Mary Kalantzis is Professor in the Department of Education, Policy, Organization and Leadership at the University of Illinois, Urbana-Champaign. She is a world leader in the ‘new literacy studies’, focusing on multimodality and diversity in contemporary communications. In recent years she worked to conceptualize the nature of communication and learning in the digital age, focusing on the policy, practice and pedagogical design implications of new technologies in education, from early childhood to higher education. With Bill Cope, she is co-author or editor of: Multiliteracies: Literacy Learning and the Design of Social Futures, Routledge, 2000; New Learning: Elements of a Science of Education, Cambridge University Press, 2008/2nd edition 2012; Ubiquitous Learning, University of Illinois Press, 2009; and Literacies, Cambridge University Press, 2012. In recent years, her work research and development work has focused on developing and testing a web application supporting teachers in the pedagogical design process (the Learning by Design Project - http://newlearningonline.com/learning-by-design/ ), and Scholar, an online, multimodal student work space, supporting intensive peer-to-peer feedback and multifaceted formative assessment - http://learning.cgscholar.com/.

Research Interests

My academic research crosses a number of disciplines, including history, linguistics, education and sociology; and examines the varied themes of immigration, education, ethnicity, gender, culture, leadership and workplace change, professional learning and training, pedagogy and literacy learning.

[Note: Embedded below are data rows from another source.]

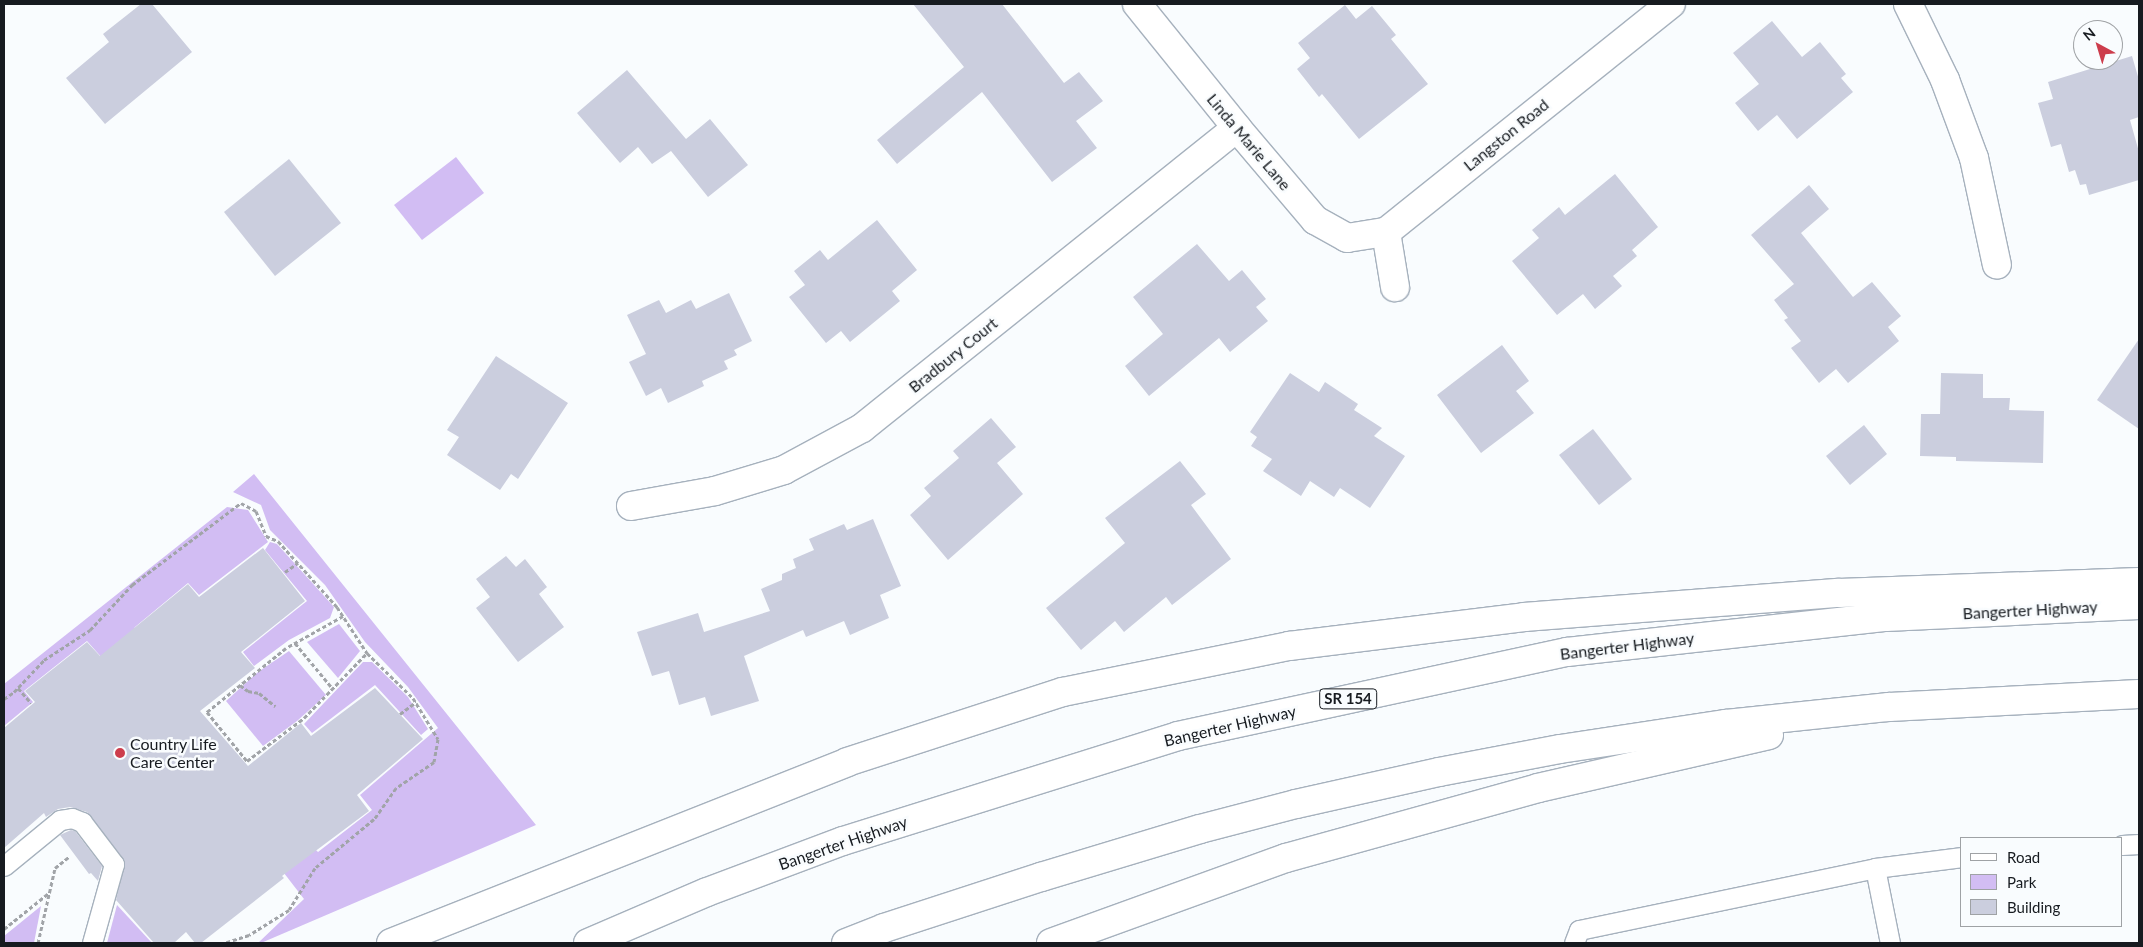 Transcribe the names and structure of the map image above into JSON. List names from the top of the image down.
{
  "streets": {
    "main road": [
      "Langston Road",
      "Linda Marie Lane",
      "Bradbury Court",
      "Bangerter Highway",
      "SR 154"
    ]
  },
  "crossings": [
    ["Langston Road", "Linda Marie Lane"],
    ["Linda Marie Lane", "Bradbury Court"]
  ],
  "places": ["Country Life Care Center"],
  "legend": ["Road", "Park", "Building"],
  "north": "top left"
}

My research activities in Australia have involved responsibilty for the management of, or major participant in, 116 research and development projects since 1991. I have been the recipient of ten large and four small Australian Research Council grants. A key set of projects have involved Multiliteracies research. This has been a decade long research initiative with colleagues from Australia, the United States and Britain to investigate the dual challenges for literacy teaching of cultural diversity and new communication technologies. It includes, participatory research in the area of multimodality and pedagogy working with teachers in Victoria, Australian Capital Territory (ACT), New South Wales and Queensland.

My efforts on issues related to immigration have included an international comparative study conducted for the Organisation for Economic Cooperation and Development, Paris, the development and documentation of Australian national policies linking school to work, several Queensland government-funded evaluations of services for immigrant communities that include Aboriginal and Torres Strait Islander people, and an Australian federally-funded project on literacy skills required for work and training.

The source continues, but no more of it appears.